Saturday, January 2, 2010

Hello 2010!

Well, 2010 should certainly be an interesting year if the first day was any indication of what's ahead. We started the year with getting lost in the desert, adopting a puppy, and learning that I might become a Grandmother!

Where to begin? I went hiking yesterday, as the tour guide for my brother Lee, niece Jessica, and my niece's visiting boyfriend Josh, I was in charge of picking the trails in a familiar mountain preserve. Sadly, I was not as familiar as I had imagined because I got us lost. One wrong turn after another, hiking across raw desert in the hopes of getting back to the main trails, and packs of wild animals was NOT what I had in mind when I suggested the outing! Lee and Josh were fine, with the exception of losing Jessica and I repeatedly, but Jessica, who is far from the avid outdoors person, was ragged by the time we finally found our way back to the parking lot. Inside of the two and half hours we spent hiking, we almost ran out of light and got stranded in the dark, my brother's dog fell into some cactus, our party got separated, and Jessica and I had a bunch of coyotes circling us. I think everyone was relieved to make it out alive!

On our way into the reserve, there was a woman with a basket of puppies. One in particular really caught my eye so I decided he should be mine. I decided to name him Jasper. Jasper's six weeks old and is a lab/pit bull mix. It was an impulsive decision but with Lee living with me now it'll be great. He has a pit bull puppy that is about three or four months old. His dog is too big to play with my ShiTzus, Dinky and Dolly, and needs a companion. I've also always wanted a big dog and with my brother here, it'll be easier to have one. Our first night was spent waking up every two or three hours to go outside and lots of whimpering. I hope he gets adjusted more by the time I have to start my new job on Monday.

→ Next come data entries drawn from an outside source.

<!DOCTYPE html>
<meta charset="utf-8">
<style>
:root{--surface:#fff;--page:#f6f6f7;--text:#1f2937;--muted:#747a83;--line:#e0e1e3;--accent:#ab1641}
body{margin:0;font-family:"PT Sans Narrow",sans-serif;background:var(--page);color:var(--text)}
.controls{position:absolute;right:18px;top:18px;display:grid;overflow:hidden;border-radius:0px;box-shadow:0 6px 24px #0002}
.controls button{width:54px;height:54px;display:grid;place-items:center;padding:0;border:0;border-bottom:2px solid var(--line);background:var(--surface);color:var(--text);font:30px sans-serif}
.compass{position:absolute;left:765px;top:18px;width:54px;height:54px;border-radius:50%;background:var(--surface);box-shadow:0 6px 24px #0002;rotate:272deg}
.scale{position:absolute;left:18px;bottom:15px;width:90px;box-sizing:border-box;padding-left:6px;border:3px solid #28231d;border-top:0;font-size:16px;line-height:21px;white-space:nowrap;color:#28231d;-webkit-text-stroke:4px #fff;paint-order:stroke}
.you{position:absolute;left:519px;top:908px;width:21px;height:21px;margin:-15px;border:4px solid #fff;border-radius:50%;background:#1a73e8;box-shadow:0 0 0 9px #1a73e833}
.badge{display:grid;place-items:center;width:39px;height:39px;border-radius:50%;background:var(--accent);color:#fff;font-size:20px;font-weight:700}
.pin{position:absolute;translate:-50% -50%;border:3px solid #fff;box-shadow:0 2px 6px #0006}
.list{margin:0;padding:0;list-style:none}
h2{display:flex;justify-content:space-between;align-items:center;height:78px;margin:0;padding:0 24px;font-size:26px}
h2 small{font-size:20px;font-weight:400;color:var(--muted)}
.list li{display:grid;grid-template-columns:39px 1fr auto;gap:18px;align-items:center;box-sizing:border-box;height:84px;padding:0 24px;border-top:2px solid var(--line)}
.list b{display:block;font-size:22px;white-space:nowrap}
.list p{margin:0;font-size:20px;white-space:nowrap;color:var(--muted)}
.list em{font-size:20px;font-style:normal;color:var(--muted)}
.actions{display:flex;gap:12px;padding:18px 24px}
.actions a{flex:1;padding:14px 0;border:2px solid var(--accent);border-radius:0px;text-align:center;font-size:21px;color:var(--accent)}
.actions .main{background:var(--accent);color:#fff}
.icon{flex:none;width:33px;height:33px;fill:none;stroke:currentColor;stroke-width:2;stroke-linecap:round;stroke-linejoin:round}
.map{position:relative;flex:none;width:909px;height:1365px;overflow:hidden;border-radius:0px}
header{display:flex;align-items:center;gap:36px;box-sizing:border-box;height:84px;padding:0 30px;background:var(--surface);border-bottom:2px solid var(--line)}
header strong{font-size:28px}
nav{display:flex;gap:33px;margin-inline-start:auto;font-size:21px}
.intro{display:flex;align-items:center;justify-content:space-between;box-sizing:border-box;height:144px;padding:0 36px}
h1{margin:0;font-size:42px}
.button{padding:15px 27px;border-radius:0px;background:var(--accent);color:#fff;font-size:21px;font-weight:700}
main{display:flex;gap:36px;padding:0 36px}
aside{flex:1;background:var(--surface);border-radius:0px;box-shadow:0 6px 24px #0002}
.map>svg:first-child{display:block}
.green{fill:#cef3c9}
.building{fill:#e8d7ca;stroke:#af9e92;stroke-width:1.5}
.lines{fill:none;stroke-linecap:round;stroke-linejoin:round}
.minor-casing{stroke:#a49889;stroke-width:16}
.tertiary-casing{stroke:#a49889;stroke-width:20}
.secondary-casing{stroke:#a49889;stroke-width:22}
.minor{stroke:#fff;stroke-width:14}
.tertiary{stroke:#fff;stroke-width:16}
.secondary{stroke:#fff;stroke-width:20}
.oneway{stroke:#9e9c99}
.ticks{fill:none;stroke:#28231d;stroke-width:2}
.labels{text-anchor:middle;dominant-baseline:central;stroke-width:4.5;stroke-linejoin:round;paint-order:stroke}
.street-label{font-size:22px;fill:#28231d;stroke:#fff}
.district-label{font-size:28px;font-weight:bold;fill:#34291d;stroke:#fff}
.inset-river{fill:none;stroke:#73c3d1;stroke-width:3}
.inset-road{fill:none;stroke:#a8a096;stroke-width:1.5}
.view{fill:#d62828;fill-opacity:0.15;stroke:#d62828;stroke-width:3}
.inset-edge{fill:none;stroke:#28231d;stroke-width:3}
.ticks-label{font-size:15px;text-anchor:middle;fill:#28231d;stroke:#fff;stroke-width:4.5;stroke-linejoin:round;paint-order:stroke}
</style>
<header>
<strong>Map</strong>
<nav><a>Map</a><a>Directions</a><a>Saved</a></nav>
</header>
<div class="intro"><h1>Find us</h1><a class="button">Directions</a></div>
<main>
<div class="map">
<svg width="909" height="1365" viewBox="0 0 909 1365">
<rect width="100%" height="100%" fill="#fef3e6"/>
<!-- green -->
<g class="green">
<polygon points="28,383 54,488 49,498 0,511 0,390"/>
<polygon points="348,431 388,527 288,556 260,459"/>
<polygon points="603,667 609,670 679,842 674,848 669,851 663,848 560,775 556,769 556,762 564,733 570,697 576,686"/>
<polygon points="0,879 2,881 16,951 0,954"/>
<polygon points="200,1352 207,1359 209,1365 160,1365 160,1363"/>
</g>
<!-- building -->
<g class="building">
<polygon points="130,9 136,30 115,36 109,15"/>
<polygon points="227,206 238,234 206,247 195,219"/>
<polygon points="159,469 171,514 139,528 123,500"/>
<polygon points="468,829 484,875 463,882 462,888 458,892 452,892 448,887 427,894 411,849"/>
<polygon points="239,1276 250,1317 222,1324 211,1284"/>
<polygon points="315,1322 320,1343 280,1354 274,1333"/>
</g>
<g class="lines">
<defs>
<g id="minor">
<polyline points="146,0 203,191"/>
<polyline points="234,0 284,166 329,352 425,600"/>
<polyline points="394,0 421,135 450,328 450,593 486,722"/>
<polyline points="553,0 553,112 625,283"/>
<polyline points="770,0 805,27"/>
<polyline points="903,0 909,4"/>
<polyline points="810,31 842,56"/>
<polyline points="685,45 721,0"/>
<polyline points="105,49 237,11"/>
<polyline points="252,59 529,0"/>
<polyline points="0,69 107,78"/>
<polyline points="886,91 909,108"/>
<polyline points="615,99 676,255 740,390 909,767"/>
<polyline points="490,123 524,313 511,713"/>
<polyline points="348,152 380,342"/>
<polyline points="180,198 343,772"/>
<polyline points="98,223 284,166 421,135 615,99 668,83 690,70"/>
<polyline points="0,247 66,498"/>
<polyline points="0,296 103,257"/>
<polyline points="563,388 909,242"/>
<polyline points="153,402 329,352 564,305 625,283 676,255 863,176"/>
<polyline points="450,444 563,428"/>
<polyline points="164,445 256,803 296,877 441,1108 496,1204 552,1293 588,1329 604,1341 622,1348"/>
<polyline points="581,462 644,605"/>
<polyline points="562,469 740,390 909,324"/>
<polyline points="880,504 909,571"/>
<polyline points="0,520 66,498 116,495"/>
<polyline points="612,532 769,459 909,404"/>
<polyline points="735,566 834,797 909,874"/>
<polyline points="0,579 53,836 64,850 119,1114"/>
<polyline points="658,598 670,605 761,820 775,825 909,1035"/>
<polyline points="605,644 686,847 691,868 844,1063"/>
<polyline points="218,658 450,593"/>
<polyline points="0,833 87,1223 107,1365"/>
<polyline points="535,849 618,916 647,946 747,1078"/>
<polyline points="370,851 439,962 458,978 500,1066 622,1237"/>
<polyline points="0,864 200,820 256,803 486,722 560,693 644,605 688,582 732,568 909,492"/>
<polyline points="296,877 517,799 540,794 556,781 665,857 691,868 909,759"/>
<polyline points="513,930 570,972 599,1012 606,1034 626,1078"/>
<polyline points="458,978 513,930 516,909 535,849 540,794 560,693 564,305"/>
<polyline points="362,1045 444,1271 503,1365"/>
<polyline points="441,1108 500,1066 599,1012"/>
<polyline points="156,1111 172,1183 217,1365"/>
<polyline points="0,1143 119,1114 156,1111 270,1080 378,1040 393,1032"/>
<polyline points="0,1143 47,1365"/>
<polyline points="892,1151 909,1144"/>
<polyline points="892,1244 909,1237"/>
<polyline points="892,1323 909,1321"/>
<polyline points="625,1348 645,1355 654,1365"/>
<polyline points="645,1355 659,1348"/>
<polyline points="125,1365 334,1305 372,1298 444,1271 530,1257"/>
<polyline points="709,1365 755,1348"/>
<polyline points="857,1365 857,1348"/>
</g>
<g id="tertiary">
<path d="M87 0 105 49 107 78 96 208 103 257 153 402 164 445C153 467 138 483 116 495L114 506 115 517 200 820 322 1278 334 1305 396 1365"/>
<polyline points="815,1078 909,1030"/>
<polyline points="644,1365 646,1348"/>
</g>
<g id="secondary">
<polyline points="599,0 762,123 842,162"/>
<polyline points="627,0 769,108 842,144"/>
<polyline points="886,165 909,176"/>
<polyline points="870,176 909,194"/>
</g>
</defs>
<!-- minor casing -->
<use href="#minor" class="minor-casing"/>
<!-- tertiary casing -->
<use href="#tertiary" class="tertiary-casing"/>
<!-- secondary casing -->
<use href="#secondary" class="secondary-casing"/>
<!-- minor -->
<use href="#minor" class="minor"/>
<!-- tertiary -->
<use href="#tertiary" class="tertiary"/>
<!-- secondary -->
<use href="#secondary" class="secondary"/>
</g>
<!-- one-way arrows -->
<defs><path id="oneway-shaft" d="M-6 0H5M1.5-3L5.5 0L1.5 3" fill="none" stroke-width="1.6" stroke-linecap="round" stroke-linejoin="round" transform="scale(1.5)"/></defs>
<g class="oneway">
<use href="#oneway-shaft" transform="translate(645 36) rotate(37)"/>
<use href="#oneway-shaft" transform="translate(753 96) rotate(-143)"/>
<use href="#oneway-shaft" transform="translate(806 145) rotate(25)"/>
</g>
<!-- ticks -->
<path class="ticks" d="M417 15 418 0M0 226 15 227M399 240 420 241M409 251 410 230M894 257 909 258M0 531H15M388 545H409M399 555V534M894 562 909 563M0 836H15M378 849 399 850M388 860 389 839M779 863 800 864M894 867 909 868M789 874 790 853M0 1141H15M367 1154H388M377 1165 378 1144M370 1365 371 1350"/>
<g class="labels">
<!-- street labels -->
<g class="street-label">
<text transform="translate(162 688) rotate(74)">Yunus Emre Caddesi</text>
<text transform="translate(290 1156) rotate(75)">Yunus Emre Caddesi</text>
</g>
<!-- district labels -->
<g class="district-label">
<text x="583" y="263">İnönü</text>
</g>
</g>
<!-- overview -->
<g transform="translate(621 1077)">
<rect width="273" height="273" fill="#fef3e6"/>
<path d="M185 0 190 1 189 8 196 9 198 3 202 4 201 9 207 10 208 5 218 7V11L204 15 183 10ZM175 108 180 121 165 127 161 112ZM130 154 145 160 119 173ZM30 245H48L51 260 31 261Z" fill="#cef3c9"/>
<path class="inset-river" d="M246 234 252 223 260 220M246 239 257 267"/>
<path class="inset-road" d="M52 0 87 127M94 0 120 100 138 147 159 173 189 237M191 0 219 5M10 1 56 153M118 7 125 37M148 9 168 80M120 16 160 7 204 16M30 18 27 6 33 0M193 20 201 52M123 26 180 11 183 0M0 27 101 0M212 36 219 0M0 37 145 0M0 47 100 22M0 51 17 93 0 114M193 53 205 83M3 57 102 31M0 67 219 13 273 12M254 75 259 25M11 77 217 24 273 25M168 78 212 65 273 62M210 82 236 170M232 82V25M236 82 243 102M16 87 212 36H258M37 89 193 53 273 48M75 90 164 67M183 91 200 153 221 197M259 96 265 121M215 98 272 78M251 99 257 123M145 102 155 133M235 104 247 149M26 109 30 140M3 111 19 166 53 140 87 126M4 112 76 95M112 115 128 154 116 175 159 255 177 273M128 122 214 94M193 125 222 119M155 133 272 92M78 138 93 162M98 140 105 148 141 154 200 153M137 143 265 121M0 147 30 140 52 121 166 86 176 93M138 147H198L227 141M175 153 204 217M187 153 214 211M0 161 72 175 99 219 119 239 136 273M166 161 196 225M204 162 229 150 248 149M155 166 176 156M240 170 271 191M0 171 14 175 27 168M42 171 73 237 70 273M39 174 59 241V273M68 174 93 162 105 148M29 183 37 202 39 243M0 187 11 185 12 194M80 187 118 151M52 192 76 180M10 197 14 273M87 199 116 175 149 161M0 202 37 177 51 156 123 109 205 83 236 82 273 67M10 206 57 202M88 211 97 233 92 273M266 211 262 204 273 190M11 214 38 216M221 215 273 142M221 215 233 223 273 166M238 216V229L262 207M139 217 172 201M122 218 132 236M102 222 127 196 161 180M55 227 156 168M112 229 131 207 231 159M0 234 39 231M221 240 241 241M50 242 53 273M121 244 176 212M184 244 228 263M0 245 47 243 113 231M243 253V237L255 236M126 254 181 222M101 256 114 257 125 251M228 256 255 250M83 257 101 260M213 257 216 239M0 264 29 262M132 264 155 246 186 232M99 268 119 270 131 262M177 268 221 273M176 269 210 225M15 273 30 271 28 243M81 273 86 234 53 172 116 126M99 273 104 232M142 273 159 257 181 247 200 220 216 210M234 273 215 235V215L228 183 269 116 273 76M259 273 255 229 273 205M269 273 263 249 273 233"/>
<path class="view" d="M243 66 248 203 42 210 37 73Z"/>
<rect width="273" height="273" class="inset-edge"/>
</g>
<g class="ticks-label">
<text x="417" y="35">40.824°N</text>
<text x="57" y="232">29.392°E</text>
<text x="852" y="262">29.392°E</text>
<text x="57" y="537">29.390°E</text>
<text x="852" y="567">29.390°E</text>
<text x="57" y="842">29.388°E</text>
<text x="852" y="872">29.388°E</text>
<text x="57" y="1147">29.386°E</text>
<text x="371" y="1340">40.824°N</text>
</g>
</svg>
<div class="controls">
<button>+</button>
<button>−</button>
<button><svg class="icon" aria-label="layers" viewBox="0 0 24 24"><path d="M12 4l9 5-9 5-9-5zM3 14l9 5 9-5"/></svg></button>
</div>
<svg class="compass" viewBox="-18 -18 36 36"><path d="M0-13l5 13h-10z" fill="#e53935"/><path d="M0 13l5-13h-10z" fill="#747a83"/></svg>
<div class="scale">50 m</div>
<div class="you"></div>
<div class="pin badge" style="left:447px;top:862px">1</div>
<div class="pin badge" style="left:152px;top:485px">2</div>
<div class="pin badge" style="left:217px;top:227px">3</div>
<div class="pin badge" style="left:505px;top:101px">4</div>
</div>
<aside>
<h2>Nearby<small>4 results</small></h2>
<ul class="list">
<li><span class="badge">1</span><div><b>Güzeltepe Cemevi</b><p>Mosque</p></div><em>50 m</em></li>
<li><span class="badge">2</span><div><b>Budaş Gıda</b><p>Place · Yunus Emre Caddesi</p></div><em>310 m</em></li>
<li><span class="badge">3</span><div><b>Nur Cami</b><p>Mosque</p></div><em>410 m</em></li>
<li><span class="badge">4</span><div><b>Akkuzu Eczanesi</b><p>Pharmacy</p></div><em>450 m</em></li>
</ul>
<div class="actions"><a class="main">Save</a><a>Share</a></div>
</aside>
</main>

After driving Jessica and Josh back to my Mom's we picked up my son, Stefan. Stefan's nineteen and a Marine. He's going to be deployed (likely) in February to Afghanistan. I'm so torn when he's here. I have to maintain boundaries as his Mom but I also want to see him and want him to be happy. That was part of a mini drama New Year's eve. He wanted to take my car out and I wouldn't let him. As a result he ended up staying with his girlfriend, Camille. After we got home last night, he dropped a bomb in that Camille's worried that she's pregnant. Great. I'm 38 and possibly going to be a Grandmother? Not something I'd relish right now. Neither of them have their own vehicles, Camille's still in high school, she doesn't have a job, and they have no clue what it would take to raise a child. They're not capable of taking care of themselves right now let alone take care of a baby. My most fervent hope is that the only baby in our immediate future is Jasper!